Reply with nothing but how many lines in the entries below include "none".
BEGIN
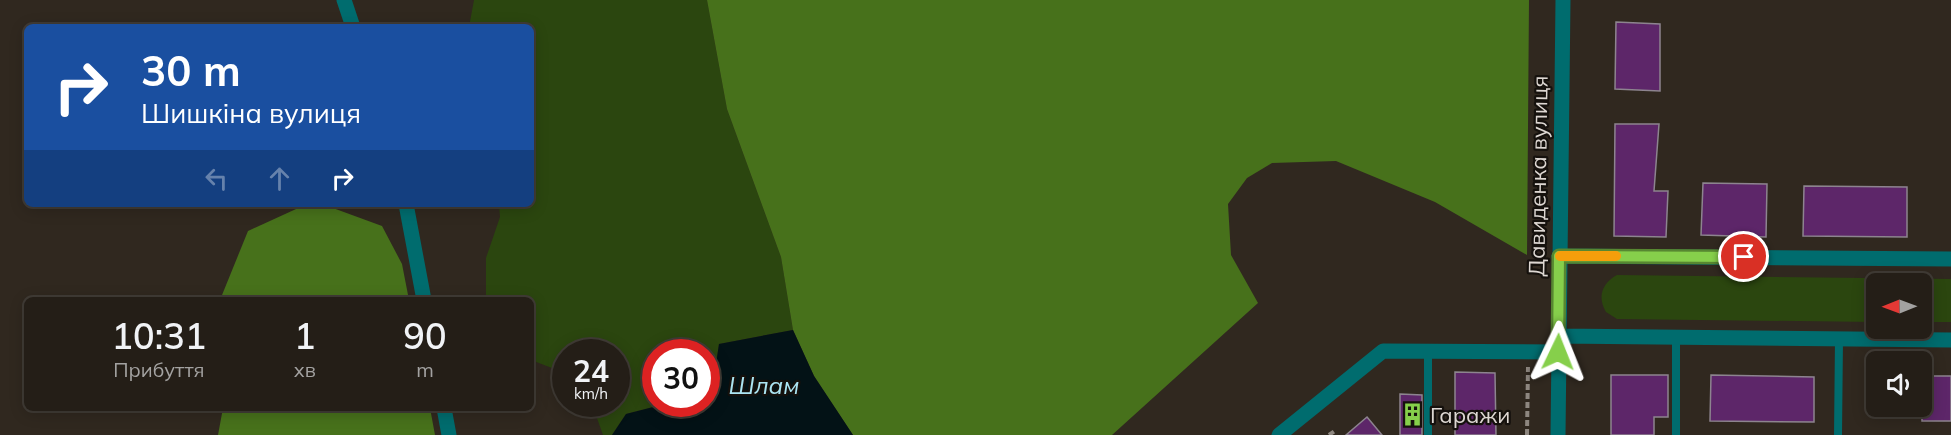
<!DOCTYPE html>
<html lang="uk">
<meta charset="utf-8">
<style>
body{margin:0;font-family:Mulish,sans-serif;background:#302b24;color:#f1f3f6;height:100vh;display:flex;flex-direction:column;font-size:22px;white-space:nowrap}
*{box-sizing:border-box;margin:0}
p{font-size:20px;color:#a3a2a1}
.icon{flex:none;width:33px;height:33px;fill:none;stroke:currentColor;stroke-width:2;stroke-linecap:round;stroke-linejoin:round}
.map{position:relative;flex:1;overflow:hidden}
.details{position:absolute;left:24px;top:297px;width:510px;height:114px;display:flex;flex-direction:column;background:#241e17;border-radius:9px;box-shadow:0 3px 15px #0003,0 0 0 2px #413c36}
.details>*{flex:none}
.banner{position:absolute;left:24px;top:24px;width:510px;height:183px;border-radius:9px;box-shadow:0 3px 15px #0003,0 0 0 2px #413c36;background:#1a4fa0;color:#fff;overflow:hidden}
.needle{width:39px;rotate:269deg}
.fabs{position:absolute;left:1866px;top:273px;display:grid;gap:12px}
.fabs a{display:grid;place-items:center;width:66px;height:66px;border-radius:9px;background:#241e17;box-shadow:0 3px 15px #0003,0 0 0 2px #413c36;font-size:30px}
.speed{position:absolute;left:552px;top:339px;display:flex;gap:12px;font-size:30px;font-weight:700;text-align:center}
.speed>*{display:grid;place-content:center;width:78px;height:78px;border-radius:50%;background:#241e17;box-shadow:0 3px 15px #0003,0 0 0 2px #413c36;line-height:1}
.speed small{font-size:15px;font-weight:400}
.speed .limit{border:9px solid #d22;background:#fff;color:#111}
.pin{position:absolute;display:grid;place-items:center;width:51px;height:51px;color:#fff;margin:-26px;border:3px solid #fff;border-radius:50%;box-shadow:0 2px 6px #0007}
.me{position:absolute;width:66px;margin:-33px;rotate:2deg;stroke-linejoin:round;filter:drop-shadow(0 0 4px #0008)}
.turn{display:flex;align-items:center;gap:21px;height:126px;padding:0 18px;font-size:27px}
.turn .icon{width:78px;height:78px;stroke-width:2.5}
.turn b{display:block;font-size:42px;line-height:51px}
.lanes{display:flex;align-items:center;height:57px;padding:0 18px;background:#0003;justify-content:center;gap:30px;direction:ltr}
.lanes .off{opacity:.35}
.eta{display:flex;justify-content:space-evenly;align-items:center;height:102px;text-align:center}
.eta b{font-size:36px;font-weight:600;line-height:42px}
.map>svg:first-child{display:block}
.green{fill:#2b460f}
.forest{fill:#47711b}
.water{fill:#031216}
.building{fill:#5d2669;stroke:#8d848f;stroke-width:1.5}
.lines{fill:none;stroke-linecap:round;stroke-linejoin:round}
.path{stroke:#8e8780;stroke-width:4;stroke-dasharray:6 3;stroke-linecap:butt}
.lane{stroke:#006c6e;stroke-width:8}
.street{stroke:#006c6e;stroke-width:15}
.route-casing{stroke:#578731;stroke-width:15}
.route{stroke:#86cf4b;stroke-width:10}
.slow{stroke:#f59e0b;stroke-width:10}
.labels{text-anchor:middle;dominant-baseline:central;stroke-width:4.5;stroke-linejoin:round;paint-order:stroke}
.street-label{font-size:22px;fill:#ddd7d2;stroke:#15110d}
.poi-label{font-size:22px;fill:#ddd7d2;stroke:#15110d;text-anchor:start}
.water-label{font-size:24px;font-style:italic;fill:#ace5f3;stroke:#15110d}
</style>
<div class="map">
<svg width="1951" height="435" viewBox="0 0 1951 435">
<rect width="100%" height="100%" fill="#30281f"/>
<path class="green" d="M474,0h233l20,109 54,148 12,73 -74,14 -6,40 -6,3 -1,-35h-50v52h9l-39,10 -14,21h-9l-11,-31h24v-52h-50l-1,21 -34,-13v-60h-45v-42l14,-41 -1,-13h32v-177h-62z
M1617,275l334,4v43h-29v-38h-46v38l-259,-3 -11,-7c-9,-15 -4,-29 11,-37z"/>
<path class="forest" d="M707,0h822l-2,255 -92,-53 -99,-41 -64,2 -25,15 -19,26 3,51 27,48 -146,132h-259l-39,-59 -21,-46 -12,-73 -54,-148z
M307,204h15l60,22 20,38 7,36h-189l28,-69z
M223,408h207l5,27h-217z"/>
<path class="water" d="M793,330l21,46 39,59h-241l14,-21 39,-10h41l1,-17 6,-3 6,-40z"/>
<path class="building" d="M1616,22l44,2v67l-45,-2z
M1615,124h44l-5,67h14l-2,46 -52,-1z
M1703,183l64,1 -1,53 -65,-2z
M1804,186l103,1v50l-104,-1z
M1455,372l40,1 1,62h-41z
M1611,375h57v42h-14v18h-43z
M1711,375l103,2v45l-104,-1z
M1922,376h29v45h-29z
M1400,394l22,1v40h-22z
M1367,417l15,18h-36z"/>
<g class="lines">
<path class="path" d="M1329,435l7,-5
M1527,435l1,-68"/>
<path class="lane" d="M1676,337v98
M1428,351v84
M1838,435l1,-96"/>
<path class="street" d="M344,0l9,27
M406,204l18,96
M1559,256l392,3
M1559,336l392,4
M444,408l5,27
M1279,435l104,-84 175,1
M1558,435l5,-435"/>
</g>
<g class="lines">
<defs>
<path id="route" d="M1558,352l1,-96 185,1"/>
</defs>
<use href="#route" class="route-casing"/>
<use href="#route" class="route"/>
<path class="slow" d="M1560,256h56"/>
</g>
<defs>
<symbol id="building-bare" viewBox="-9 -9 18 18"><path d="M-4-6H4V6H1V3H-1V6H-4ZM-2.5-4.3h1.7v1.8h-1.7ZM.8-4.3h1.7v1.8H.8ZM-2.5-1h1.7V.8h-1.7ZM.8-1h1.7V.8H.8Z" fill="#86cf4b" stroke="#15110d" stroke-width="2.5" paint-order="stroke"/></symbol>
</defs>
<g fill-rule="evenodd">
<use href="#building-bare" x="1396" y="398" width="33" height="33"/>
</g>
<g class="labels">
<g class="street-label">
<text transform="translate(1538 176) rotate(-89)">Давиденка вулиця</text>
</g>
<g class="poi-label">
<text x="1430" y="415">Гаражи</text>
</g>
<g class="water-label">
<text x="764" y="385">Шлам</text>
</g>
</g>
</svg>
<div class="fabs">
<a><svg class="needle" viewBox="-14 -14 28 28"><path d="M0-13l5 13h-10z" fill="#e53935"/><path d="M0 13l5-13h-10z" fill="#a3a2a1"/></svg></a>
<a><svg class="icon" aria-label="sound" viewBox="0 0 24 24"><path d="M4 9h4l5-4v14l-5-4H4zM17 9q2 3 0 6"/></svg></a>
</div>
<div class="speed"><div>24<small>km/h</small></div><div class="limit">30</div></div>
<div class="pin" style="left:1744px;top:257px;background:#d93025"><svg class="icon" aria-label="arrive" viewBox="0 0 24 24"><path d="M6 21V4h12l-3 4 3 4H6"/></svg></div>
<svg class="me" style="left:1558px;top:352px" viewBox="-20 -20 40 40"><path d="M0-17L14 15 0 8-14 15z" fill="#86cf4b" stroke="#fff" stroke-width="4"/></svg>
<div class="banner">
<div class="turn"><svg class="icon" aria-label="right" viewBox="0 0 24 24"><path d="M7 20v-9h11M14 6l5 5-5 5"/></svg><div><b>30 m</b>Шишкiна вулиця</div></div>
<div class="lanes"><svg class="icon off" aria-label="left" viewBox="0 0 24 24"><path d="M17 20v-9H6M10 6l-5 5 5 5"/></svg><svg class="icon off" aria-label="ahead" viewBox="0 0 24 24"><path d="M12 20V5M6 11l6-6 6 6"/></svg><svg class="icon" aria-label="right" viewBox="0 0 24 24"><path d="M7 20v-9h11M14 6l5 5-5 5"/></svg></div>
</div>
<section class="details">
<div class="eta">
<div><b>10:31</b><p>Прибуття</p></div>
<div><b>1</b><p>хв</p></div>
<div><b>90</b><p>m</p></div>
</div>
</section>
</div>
END
ANSWER SPACE -> 3